The Rise and Fall of American Growth: The U.S. Standard of Living since the Civil War
by Robert J. Gordon
The Rise and Fall of American Growth: The U.S. Standard of Living Since the Civil War is a really interesting book, especially if you are the sort of person who wants to believe in maximum technological abundance. If your instinct is to think that we should be able to go from something like $60,000 or $70,000 GDP per capita to $500,000 GDP per capita, this book is basically here to say: probably not.
From a progress-studies perspective, Gordon’s argument is that the American economic story, and really the broader story of technological growth, looks like an S-curve. The easy gains were picked early. They were picked in the decades after the Civil War and into the decades after World War II. That was the period when the major inventions arrived and when the big transformations of daily life took hold: indoor plumbing, electrification, home appliances, and all the other changes that fundamentally altered how people lived.
His claim is that later technological revolutions, like the internet or even smartphones, are not capable of producing the same kind of economic transformation. They matter, but they do not matter in quite the same way as universal electricity or sanitation.
That said, the book is now somewhat dated, because we are living in a moment when artificial intelligence may end up growing the economy in ways that Gordon did not fully anticipate. AI may allow us to automate kinds of labor that previously seemed impossible to automate, and that is before even getting into the possible impact of robotics. So it remains to be seen whether we are about to witness not just the rise and fall, but the rise, fall, and rise of American growth.
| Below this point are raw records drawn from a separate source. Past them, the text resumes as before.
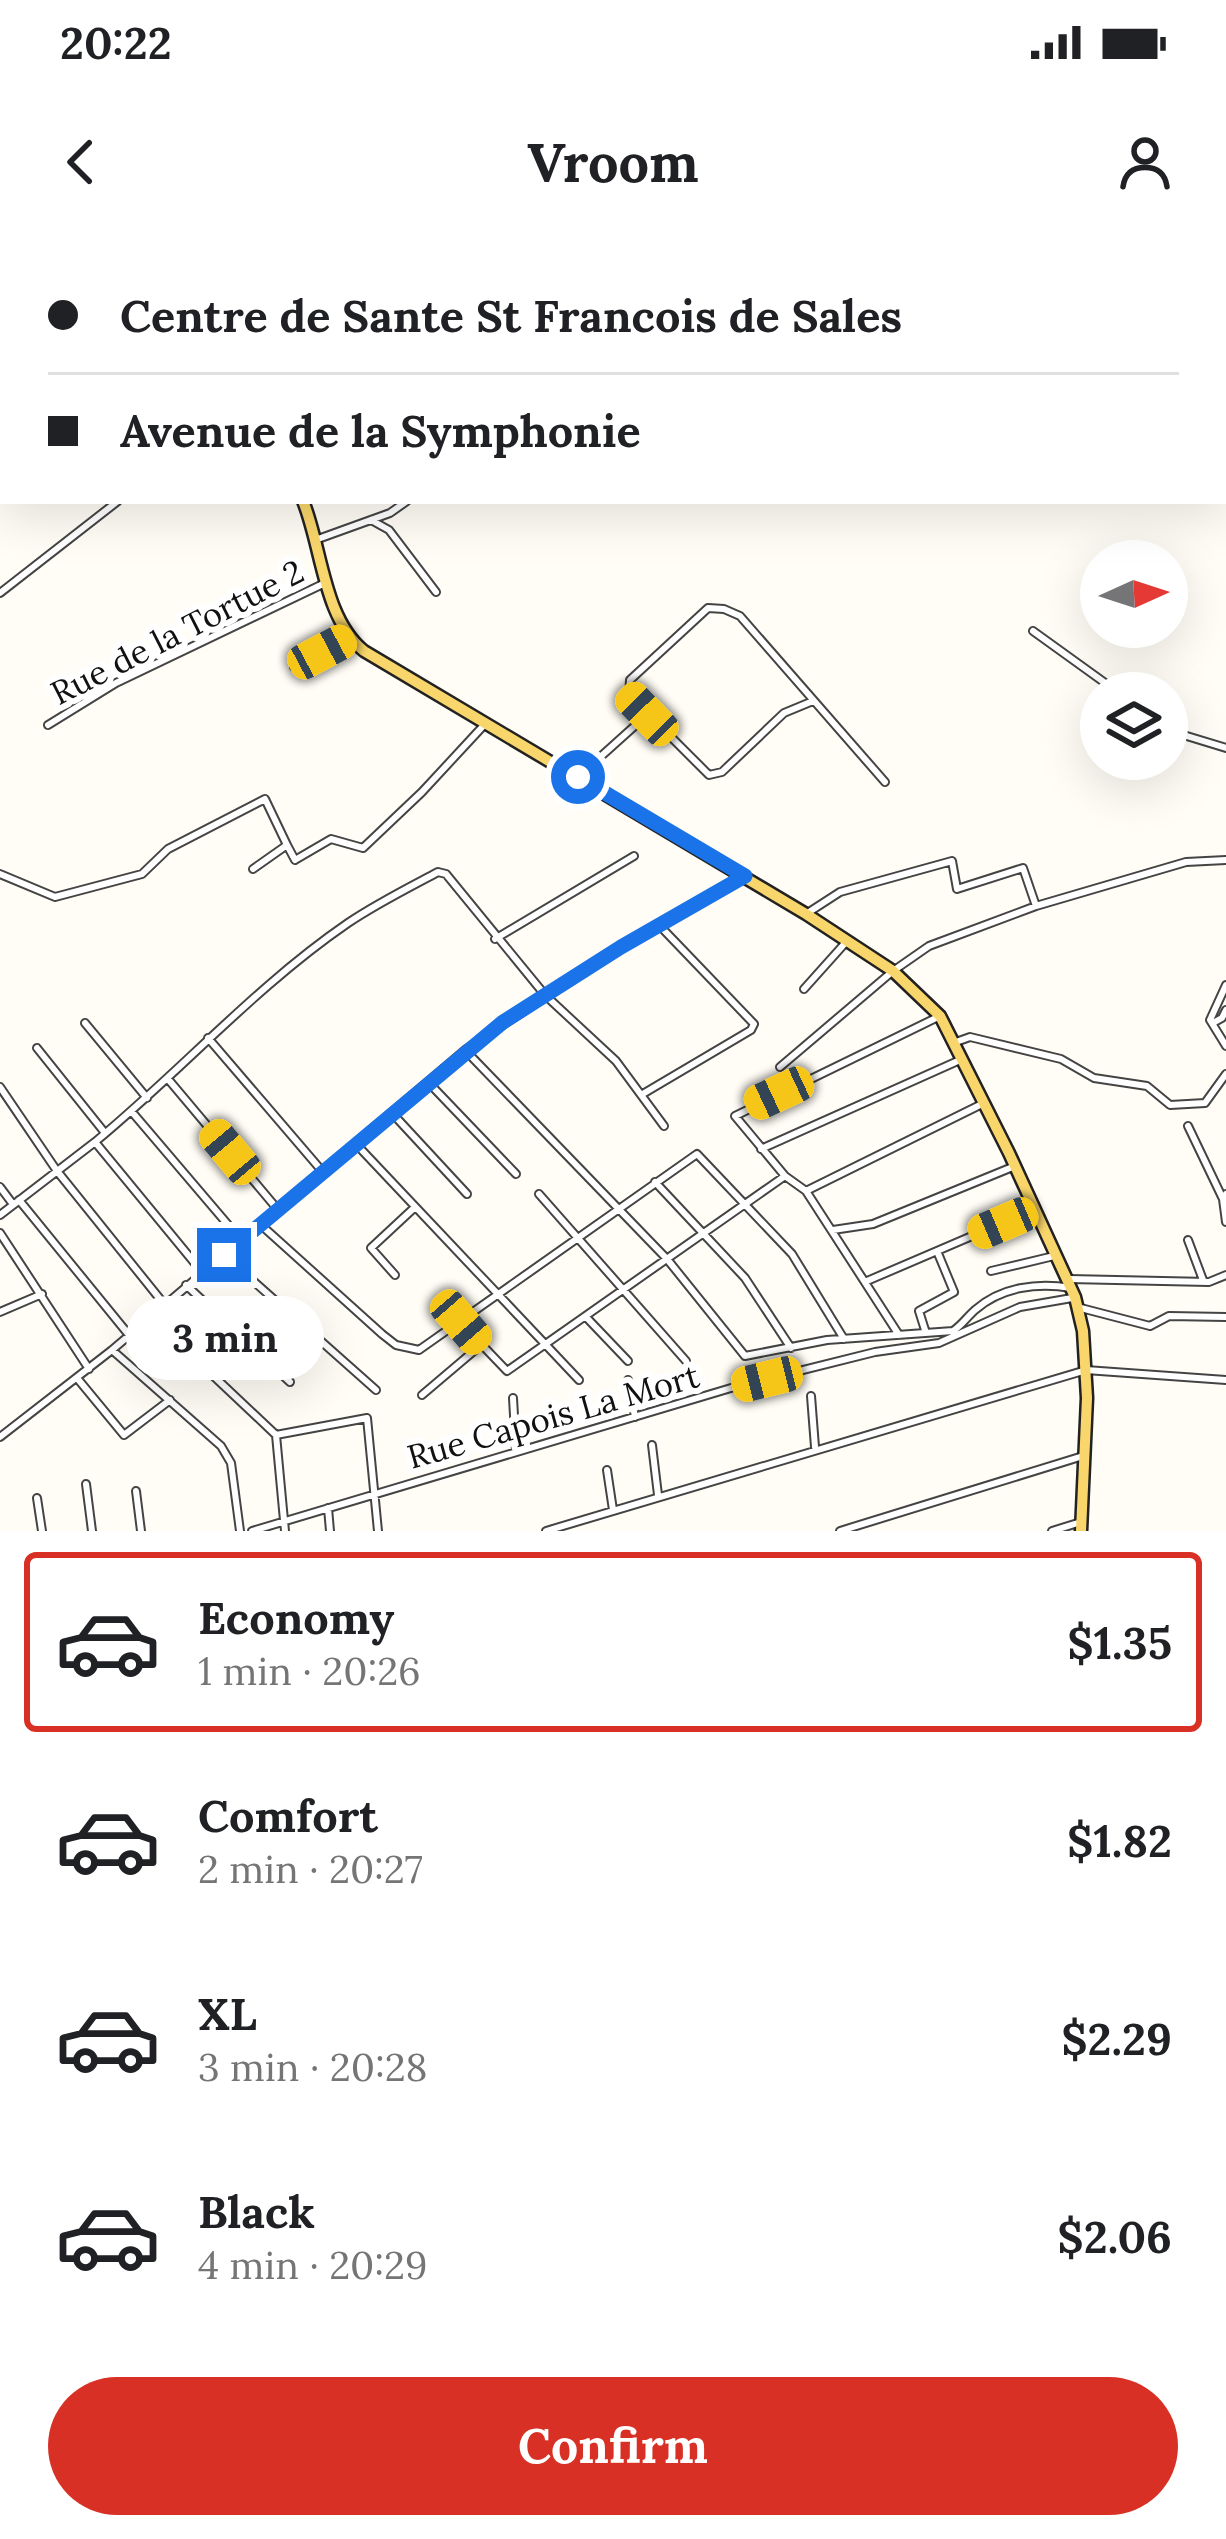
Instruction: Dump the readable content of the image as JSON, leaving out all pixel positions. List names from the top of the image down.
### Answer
{
  "streets": {
    "street": ["Rue de la Tortue 2", "Rue Capois La Mort"]
  },
  "north": "right",
  "page": {
    "status": "20:22",
    "header": "Vroom",
    "banner": ["Centre de Sante St Francois de Sales", "Avenue de la Symphonie"],
    "bubble": "3 min",
    "list": [
      {
        "name": "Economy",
        "note": "1 min · 20:26",
        "value": "$1.35"
      },
      {
        "name": "Comfort",
        "note": "2 min · 20:27",
        "value": "$1.82"
      },
      {
        "name": "XL",
        "note": "3 min · 20:28",
        "value": "$2.29"
      },
      {
        "name": "Black",
        "note": "4 min · 20:29",
        "value": "$2.06"
      }
    ],
    "buttons": "Confirm"
  }
}
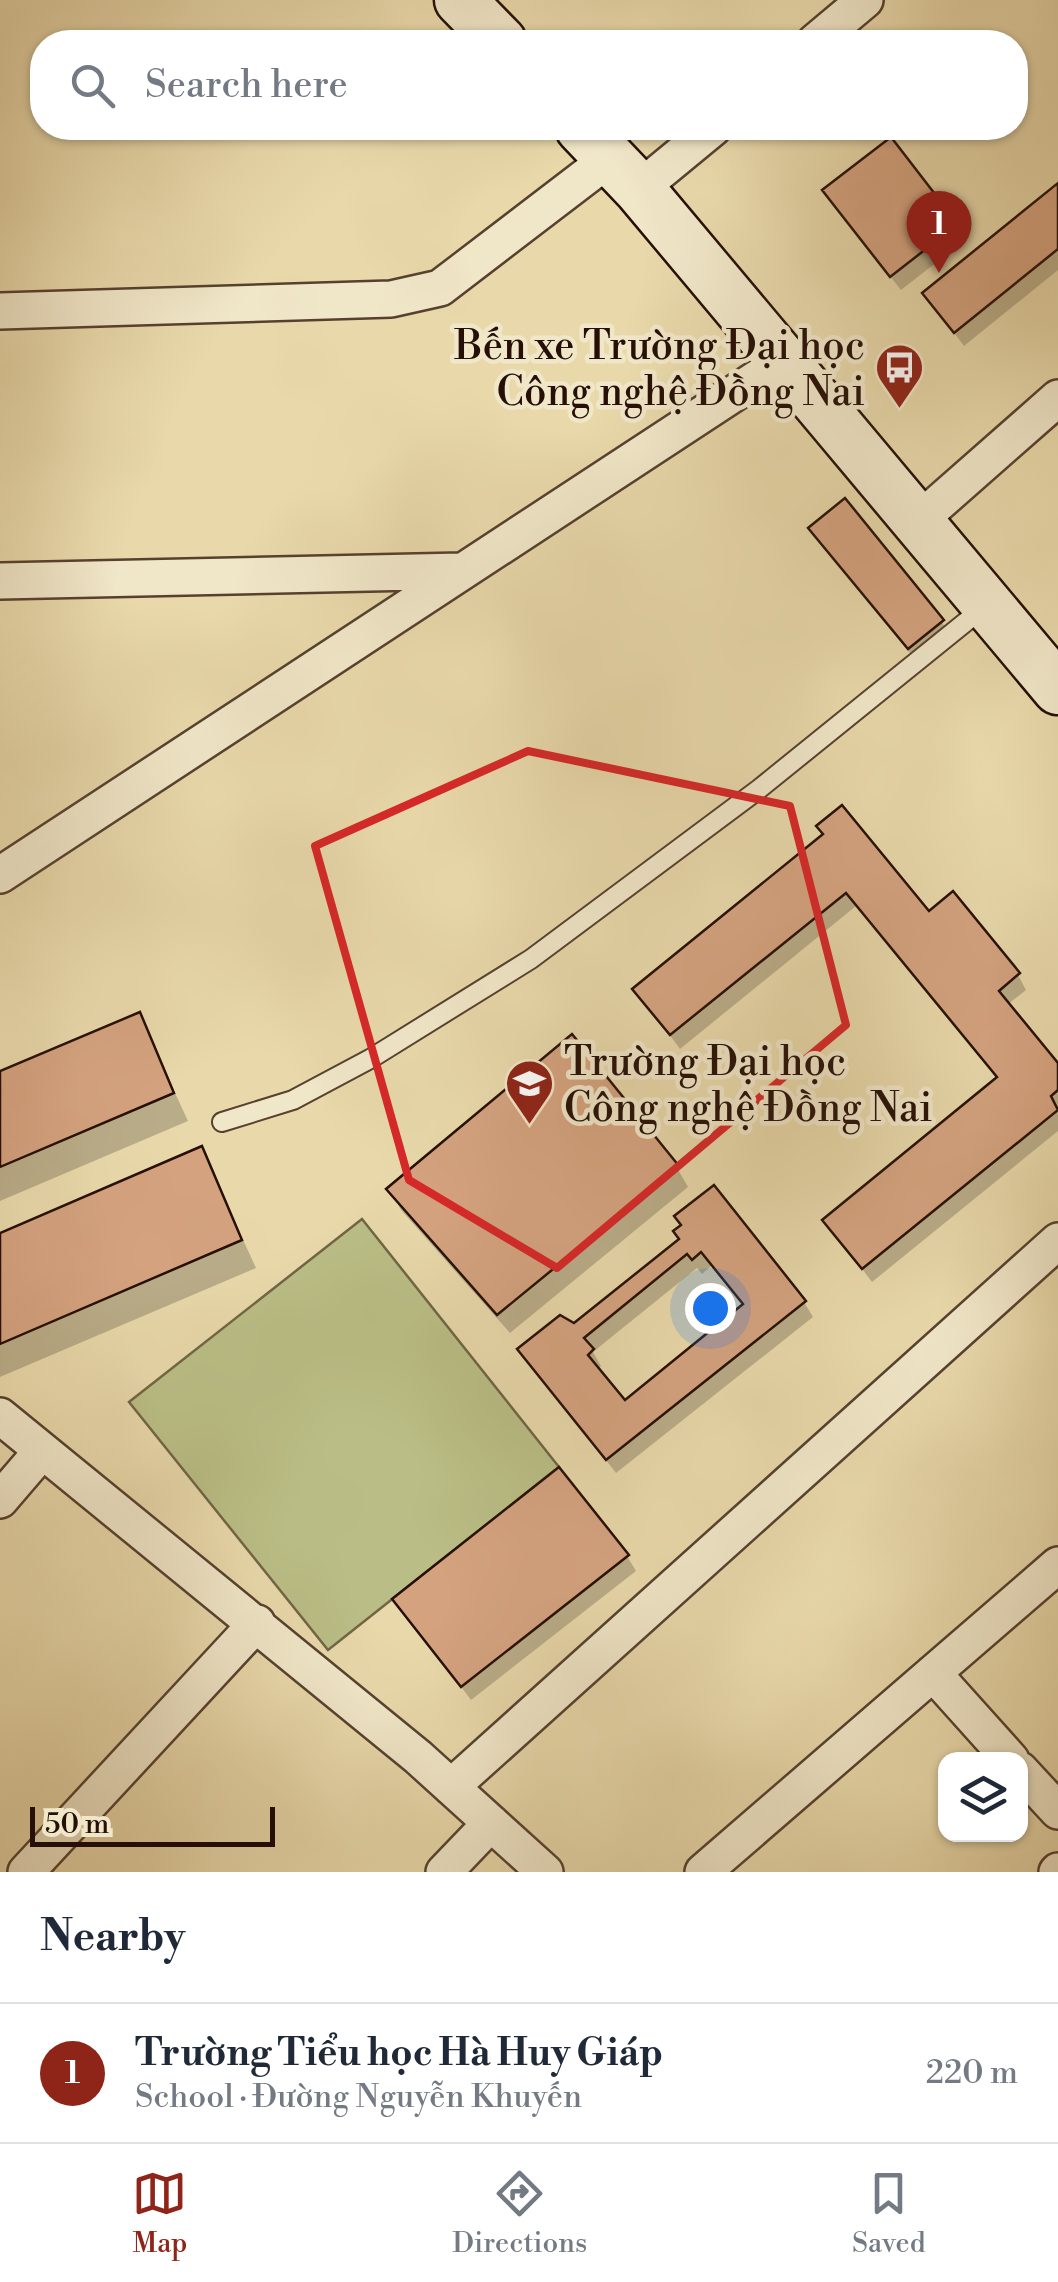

One caveat I have is that the book is very American-centric. As I keep reading other American history books, including Ages of American Capitalism, I am less sure how much America alone should be treated as the main driver of technological discovery and technological exploitation. Gordon does briefly discuss the Atlantic economy, but he does not emphasize as much as some other historians do that the American economy was, in many respects, subordinate to the British economy until well into the twentieth century. That does not make the book wrong, but it is an important note.